Streaming-mode fast-fails

While a StreamingSession is active on a port, every request/response command on any session sharing that client fails fast with AlicatStreamingModeError. Typical cause: trying to poll() from a second task while the first task holds a StreamingSession.

One streamer per port is a hard invariant. Either fold the second consumer into the streaming session's iterator, or use record() instead of streaming (see streaming.md §Streaming vs. record()).

Sink errors

Sink failures are typed under AlicatSinkError:

Error Cause
AlicatSinkDependencyError Optional extra not installed. Error message names the extra (alicatlib[parquet] / alicatlib[postgres]).
AlicatSinkSchemaError Batch shape incompatible with the sink's locked schema. Unknown optional columns drop with a WARN log — they don't raise.
AlicatSinkWriteError Backing store rejected the write. Wraps the underlying driver exception (sqlite3 / asyncpg / pyarrow) so handlers don't need to import optional deps.

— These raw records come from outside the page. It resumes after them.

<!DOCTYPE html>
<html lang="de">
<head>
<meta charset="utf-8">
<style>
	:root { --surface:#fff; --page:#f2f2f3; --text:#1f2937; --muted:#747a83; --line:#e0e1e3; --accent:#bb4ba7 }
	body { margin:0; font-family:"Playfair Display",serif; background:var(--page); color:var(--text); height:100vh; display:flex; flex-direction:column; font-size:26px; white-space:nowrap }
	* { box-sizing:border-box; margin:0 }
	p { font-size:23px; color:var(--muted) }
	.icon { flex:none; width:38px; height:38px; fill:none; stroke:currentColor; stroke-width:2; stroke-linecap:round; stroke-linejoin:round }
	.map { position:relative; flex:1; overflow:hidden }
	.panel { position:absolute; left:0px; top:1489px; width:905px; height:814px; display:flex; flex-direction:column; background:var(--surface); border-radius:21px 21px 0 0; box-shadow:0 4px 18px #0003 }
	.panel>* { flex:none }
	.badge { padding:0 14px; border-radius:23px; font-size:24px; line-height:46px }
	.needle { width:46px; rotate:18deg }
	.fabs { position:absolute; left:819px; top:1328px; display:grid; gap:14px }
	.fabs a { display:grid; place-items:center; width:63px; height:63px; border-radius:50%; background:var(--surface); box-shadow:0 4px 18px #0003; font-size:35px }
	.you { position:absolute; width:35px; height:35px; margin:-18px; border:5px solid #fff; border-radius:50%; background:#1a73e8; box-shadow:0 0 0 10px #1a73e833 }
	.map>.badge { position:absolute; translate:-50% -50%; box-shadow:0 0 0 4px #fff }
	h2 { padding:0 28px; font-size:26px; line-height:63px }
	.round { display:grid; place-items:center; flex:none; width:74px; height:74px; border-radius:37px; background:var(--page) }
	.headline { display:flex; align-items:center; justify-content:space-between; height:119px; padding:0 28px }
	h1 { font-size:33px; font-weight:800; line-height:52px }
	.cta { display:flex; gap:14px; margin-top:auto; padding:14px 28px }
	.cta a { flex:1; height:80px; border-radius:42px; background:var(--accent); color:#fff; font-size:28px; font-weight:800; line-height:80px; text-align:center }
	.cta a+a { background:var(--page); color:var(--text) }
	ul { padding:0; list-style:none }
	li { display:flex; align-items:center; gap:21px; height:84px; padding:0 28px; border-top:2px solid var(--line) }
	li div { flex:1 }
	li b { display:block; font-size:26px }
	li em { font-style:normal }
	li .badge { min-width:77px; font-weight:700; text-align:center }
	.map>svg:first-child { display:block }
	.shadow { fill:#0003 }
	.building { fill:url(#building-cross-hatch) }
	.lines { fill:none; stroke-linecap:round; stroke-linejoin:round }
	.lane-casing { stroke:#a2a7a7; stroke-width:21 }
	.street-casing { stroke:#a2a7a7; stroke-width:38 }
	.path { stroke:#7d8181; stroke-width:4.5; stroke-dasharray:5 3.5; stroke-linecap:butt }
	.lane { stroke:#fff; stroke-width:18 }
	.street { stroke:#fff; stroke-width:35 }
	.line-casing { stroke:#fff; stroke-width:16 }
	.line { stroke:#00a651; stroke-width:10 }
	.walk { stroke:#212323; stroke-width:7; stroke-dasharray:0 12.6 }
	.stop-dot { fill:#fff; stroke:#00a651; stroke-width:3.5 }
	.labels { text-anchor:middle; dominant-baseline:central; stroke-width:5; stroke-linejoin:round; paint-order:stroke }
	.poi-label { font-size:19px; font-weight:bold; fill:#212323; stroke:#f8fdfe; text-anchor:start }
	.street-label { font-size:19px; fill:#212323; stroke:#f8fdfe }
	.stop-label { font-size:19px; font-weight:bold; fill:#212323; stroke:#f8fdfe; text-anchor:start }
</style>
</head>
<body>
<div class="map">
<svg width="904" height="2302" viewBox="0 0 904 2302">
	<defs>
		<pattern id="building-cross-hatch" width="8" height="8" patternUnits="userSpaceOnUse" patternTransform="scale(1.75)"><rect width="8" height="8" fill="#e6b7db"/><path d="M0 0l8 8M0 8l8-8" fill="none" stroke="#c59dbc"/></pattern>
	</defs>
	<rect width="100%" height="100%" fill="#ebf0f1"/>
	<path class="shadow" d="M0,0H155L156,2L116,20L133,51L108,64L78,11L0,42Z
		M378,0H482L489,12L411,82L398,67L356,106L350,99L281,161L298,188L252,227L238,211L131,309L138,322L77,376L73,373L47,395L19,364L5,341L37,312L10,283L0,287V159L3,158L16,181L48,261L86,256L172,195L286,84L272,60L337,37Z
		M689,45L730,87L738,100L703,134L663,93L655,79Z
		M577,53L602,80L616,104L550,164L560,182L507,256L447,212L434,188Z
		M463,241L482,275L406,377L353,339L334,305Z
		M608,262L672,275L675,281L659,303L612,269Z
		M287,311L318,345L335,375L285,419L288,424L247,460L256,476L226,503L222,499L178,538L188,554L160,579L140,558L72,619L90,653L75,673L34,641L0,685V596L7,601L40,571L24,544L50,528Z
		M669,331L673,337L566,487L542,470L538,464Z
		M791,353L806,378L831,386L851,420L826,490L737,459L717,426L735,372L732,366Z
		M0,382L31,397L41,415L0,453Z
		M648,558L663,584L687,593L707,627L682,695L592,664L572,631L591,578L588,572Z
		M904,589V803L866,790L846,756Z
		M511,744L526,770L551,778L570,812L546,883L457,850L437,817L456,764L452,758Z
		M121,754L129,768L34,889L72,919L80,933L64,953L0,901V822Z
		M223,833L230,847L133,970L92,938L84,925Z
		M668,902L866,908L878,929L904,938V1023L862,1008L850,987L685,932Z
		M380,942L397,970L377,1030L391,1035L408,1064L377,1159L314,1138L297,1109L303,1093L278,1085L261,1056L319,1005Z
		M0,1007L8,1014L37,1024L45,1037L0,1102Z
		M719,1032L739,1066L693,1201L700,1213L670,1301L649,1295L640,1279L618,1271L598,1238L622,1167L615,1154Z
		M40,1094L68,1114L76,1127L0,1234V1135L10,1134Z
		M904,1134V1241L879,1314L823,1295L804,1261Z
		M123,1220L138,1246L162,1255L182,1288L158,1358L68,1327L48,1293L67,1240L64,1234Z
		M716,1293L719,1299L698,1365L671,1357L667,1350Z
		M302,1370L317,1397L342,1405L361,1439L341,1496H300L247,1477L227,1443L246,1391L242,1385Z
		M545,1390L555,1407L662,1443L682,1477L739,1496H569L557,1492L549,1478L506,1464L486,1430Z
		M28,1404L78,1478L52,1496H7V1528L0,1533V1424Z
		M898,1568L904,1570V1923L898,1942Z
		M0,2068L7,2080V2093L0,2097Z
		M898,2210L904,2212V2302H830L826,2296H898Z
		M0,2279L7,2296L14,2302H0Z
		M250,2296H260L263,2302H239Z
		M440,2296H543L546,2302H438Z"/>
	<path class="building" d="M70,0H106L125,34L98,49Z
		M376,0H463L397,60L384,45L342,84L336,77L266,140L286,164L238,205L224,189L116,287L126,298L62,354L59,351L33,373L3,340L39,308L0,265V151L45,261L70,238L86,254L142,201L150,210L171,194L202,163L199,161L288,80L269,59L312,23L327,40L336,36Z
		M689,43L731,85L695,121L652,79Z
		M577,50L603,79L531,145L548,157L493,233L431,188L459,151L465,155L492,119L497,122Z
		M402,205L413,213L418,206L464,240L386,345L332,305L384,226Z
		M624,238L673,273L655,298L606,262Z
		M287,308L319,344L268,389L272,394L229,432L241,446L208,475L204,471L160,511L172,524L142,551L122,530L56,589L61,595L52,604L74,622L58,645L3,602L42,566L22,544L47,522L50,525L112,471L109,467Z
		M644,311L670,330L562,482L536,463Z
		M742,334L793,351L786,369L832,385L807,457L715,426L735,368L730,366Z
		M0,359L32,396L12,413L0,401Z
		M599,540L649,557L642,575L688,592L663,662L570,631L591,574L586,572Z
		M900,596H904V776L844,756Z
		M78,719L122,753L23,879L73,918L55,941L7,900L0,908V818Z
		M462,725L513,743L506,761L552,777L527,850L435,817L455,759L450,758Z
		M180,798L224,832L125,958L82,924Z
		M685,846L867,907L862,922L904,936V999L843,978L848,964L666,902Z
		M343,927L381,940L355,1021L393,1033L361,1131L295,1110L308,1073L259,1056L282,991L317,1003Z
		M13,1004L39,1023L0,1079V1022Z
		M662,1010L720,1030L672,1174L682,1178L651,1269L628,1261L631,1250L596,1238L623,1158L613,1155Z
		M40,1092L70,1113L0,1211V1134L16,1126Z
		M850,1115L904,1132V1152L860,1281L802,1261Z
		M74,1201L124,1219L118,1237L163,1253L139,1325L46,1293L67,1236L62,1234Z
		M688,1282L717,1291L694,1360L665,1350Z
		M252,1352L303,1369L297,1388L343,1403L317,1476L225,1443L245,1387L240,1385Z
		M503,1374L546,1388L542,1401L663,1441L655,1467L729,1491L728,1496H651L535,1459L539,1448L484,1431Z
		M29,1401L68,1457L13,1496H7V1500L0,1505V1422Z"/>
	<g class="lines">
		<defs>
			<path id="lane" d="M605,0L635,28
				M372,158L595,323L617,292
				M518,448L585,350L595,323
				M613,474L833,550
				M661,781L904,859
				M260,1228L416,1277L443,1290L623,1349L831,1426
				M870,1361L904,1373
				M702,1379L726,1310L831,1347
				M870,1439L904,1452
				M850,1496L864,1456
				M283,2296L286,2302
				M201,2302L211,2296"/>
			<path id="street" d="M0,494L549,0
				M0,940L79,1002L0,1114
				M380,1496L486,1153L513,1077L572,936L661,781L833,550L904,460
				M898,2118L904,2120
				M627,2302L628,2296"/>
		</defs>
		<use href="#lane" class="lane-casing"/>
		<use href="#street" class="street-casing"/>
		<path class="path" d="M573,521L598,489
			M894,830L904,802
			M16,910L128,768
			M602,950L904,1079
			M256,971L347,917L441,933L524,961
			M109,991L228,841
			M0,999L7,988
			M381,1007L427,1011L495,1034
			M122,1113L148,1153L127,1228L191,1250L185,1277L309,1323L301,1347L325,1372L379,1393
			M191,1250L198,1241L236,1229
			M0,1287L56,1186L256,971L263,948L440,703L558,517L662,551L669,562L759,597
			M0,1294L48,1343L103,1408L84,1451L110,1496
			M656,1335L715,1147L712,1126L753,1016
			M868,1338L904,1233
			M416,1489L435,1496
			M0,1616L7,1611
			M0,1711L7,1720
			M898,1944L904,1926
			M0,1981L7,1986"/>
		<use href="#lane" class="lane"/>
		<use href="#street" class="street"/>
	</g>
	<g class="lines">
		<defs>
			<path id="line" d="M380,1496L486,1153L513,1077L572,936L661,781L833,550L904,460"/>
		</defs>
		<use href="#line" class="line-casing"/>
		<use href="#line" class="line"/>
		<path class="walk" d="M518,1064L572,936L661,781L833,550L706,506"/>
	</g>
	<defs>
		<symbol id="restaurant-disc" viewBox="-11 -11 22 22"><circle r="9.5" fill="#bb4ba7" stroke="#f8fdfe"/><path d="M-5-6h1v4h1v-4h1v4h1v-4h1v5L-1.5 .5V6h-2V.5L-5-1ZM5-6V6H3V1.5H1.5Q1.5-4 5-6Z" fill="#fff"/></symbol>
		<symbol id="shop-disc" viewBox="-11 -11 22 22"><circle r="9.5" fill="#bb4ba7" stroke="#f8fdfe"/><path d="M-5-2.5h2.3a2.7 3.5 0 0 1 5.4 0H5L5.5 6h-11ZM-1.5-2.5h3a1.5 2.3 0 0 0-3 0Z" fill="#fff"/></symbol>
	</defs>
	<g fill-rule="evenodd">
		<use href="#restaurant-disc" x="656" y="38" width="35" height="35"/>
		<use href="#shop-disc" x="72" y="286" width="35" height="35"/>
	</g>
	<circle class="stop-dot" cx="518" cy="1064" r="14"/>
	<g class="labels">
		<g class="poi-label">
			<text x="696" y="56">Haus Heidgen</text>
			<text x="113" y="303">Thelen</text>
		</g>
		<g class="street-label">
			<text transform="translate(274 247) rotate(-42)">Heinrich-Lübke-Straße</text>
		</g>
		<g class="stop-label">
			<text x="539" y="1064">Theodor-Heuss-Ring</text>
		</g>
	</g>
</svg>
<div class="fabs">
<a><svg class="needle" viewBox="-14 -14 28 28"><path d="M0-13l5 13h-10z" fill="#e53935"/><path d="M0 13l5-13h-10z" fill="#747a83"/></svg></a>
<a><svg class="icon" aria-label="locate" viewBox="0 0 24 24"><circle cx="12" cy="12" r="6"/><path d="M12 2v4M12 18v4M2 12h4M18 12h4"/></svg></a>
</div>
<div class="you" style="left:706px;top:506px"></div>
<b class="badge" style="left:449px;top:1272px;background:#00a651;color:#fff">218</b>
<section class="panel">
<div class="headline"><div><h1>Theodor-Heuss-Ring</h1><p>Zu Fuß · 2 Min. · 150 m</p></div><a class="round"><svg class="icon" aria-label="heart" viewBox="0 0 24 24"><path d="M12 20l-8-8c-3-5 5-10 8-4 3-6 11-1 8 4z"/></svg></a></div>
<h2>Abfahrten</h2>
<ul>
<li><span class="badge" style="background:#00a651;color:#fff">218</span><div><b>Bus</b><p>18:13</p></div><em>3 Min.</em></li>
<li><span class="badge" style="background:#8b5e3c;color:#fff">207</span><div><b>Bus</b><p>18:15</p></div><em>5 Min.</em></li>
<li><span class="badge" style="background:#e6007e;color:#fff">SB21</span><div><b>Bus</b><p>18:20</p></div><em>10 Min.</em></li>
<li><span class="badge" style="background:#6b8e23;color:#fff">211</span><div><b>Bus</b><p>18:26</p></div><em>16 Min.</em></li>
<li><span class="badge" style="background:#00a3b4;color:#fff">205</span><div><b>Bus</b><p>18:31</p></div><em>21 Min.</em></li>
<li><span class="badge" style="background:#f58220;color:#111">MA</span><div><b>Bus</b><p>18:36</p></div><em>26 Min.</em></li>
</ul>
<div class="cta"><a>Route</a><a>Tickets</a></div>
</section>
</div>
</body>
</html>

See logging.md for sink setup.

EEPROM-wear warnings

Every command carrying save=True (active gas, PID gains, deadband, batch, valve offset, totalizer save, setpoint source, ...) triggers an EEPROM write on the device. Repeated saves wear the cell; the library logs a WARN on the alicatlib.session logger when saves exceed AlicatConfig.save_rate_warn_per_min per minute per device (default: 10).

If you need to loop a setpoint rapidly, pass save=False — the setting still takes effect for the current power cycle but doesn't hit EEPROM.

Getting raw wire bytes

The protocol client emits one tx and one rx DEBUG event per write / read on the alicatlib.protocol logger, with structured {direction, raw, len} extras. Enable at your root handler:

import logging
logging.basicConfig(level=logging.DEBUG, format="%(name)s %(message)s")
logging.getLogger("alicatlib.protocol").setLevel(logging.DEBUG)

The raw extra carries the bytes verbatim; credentials never appear in log lines (scrubbed at the PostgresSink boundary). See logging.md §Logger tree for the full event schema.

Capture a fixture from live hardware

Most library bugs are easier to diagnose against a recorded session than a live one. The fixture format is a plaintext > / < dialog readable by both humans and parse_fixture; see testing.md §Fixture format for the grammar and how to hand-write one, or replay the session through AlicatConfig-driven DEBUG logs (see §Getting raw wire bytes above) and paste the tx / rx lines into a .txt file.

An automated record_session(device, scenario) capture helper is planned but not shipped yet — follow issue #TODO or attach the raw DEBUG transcript to your bug report in the meantime.

Filing a bug

Collect:

  • DeviceInfo.model, .firmware.raw, .capabilities, .probe_report (repr(dev.info) does fine).
  • The exception traceback including the typed ErrorContext render.
  • If available, the fixture capture from the section above or a --log-level=DEBUG pytest transcript with the alicatlib.protocol DEBUG lines included.

File at github.com/GraysonBellamy/alicatlib/issues.